Recovering from a knee injury is an arduous process because the knees are made up of several components converging together. Weakness in one element will affect the other ones. A strained tendon, for example, can place uneven pressure on ligaments, other tendons, bones, cartilage, and major muscle groups. Some injuries heal completely but many become areas of reoccurring pain or swelling.
The best way to keep knees strong, flexible, and protected is to exercise regularly. Specific exercises, such as leg lifts, squats, stretches, and walking are excellent for knees. A personal trainer can assist people in developing an individual regime if resources, time, and desire permit. Researching exercises online is also helpful and convenient.
Those who need to sit or stand for long periods at jobs, participate in athletics, or spend time traveling will want to utilize supports and sleeves to increase blood circulation and decrease fatigue. Support ranges from mild to maximum levels to prevent swelling, stiffness, and blood clots. Basic knee sleeves and braces, like compression socks and wraps, can be purchased over the counter at department stores, shoe outlets, and sporting goods retailers.
Advanced support is available in braces designed for contact sports, contractors and laborers who work on their knees, and people with degenerative conditions. One example is the series of Hg80 knee braces developed by Mueller Sports. The line consists of innovations that ensure a proper fit, protect most knee components, and offer comfort and flexibility.
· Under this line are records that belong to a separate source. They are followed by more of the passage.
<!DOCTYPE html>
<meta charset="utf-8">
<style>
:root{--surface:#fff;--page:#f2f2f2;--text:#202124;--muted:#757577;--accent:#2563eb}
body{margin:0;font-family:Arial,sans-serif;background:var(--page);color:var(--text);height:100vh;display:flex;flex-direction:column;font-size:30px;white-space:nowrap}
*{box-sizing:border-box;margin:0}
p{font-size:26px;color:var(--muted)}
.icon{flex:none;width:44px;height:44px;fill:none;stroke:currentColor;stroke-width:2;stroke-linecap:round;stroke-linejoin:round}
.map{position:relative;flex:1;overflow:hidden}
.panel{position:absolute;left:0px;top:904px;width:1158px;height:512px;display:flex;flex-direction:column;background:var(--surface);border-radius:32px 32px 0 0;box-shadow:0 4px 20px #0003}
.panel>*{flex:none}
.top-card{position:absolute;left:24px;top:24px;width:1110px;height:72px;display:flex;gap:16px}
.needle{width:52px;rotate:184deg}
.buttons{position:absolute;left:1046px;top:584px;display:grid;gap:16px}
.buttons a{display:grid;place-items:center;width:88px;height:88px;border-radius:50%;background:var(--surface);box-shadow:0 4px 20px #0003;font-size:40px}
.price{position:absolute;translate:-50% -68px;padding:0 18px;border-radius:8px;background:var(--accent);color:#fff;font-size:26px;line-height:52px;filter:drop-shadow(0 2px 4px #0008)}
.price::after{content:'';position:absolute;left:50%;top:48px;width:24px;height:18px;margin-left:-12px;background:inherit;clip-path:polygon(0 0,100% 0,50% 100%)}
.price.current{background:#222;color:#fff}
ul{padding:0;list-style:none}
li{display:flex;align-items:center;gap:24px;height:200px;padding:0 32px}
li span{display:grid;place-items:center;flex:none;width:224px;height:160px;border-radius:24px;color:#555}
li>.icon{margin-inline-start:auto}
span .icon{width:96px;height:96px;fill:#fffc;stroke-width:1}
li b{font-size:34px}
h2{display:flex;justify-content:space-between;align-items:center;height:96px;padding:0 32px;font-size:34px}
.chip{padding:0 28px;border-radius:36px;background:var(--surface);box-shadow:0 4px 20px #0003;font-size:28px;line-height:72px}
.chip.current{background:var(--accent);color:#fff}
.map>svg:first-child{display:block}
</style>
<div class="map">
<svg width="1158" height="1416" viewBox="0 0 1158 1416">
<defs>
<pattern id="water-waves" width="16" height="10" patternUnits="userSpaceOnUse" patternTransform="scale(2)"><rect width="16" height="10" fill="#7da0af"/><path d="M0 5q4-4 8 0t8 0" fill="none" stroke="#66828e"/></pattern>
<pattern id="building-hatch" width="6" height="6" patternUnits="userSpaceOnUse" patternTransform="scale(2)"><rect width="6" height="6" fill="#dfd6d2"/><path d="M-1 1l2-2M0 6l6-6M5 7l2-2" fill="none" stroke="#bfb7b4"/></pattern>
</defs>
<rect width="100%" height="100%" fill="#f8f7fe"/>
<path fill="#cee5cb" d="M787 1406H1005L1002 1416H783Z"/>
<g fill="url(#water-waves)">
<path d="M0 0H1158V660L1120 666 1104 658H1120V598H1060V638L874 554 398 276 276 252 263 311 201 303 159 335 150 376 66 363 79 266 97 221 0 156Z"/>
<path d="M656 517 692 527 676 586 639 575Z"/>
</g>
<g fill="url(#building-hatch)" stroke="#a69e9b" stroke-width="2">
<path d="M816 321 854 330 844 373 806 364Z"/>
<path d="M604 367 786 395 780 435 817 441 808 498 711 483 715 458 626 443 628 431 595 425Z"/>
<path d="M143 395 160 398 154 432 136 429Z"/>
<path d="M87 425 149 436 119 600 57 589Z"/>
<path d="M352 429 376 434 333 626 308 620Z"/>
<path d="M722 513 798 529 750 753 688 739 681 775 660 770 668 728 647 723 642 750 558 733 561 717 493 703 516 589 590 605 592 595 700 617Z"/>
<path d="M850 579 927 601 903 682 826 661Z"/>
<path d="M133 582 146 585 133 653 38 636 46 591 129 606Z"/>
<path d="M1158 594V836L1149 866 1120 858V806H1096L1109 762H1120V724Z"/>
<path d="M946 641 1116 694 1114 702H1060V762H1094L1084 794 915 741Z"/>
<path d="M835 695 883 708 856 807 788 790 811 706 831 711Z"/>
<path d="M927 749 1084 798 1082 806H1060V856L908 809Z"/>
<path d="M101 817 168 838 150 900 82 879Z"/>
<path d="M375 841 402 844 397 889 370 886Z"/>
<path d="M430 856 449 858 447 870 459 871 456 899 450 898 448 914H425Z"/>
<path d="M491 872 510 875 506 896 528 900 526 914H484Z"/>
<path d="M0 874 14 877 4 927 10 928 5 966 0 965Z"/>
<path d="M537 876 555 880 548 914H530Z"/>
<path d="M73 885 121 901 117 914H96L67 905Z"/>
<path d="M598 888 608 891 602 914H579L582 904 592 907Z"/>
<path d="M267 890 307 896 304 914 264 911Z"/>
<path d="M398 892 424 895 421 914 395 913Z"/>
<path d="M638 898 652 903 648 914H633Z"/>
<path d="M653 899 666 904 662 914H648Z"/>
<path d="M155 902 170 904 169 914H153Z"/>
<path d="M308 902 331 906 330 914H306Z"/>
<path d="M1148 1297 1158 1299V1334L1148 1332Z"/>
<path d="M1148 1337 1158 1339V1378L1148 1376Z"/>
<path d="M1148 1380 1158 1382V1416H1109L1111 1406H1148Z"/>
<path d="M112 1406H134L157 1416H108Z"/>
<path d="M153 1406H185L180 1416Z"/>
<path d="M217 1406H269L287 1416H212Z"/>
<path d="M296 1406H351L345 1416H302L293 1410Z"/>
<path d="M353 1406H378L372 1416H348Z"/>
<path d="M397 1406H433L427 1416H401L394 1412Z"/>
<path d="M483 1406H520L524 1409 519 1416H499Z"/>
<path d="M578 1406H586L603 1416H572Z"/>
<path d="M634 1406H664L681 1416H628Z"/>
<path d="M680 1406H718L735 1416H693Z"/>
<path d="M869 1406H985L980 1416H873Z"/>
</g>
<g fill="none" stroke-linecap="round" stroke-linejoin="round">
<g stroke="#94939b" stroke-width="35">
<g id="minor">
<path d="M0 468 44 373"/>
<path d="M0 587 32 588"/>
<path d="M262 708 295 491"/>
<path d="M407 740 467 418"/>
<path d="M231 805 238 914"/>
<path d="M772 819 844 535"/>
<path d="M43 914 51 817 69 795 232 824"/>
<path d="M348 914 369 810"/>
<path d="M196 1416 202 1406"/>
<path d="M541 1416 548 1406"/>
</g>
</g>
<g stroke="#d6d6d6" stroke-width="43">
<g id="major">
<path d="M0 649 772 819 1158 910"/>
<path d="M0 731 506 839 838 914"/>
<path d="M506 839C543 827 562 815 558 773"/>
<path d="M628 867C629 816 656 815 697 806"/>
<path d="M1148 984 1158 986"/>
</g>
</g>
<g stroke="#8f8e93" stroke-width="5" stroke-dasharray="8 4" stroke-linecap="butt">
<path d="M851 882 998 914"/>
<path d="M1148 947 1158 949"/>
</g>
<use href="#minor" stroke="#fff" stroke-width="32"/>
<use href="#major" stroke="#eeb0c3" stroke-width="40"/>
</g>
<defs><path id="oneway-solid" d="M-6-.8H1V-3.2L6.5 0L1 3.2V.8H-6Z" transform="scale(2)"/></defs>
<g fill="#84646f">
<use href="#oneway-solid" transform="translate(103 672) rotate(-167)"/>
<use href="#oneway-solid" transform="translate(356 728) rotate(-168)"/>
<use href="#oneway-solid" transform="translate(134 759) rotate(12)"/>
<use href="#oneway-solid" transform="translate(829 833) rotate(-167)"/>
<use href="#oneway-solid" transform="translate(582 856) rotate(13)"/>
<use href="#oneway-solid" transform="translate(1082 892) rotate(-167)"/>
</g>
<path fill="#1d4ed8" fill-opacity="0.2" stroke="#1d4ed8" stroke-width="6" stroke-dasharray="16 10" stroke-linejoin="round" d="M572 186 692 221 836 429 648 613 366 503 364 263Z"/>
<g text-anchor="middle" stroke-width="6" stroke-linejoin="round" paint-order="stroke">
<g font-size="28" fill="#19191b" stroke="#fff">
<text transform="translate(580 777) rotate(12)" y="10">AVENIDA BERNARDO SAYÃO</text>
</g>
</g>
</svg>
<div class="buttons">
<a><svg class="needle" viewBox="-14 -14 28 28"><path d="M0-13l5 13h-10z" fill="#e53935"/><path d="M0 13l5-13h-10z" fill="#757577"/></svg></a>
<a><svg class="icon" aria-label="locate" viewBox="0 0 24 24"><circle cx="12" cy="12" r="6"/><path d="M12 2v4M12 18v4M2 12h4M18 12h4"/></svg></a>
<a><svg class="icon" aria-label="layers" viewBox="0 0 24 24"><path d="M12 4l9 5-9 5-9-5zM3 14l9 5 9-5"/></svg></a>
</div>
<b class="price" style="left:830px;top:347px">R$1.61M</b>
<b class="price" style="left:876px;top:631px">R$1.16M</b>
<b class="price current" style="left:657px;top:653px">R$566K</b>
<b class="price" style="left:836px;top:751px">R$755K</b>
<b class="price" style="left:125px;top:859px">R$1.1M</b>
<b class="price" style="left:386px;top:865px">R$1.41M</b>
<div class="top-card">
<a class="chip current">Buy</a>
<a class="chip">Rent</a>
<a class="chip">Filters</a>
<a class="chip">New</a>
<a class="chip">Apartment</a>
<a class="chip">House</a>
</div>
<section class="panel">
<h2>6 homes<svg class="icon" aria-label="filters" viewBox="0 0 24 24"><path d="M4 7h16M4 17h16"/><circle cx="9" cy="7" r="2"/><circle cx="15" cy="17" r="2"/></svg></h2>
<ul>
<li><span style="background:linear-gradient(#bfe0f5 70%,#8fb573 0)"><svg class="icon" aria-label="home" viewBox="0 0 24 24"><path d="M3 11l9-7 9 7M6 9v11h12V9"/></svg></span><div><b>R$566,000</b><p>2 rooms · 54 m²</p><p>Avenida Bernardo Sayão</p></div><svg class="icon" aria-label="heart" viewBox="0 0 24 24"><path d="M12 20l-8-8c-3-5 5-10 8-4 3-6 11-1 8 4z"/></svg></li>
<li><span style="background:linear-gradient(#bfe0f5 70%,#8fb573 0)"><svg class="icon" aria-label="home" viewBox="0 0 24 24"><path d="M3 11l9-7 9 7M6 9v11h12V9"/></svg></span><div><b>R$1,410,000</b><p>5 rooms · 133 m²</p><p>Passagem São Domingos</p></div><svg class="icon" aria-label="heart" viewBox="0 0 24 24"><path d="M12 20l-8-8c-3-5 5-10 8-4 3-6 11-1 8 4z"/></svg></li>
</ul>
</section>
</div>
A healthy weight is vital to avoid knee pain
, inflammation, and injury. The force of pressure placed on the knees is directly related to the weight of an individual. People who are overweight add exponential force to knees with every step. Knowing the ratios for different movements can help people realize just how much damage extra weight causes to all joints, especially the knees.
When walking on level ground, the force on the knees is one and a half times that of total body weight. A woman weighing one-hundred and twenty-pounds places one-hundred and eighty pounds of pressure on her knees during each step taken. One weighing two-hundred pounds places three-hundred pounds of pressure on her knees.
Going up or down stairs increases knee pain symptoms
by two to three times the body weight. Squatting down or bending over to pick up joint pain
dropped item places four to five times the body weight. A positive aspect to this concept is that even a slight decrease in weight can make a significant difference in pressure to the knees.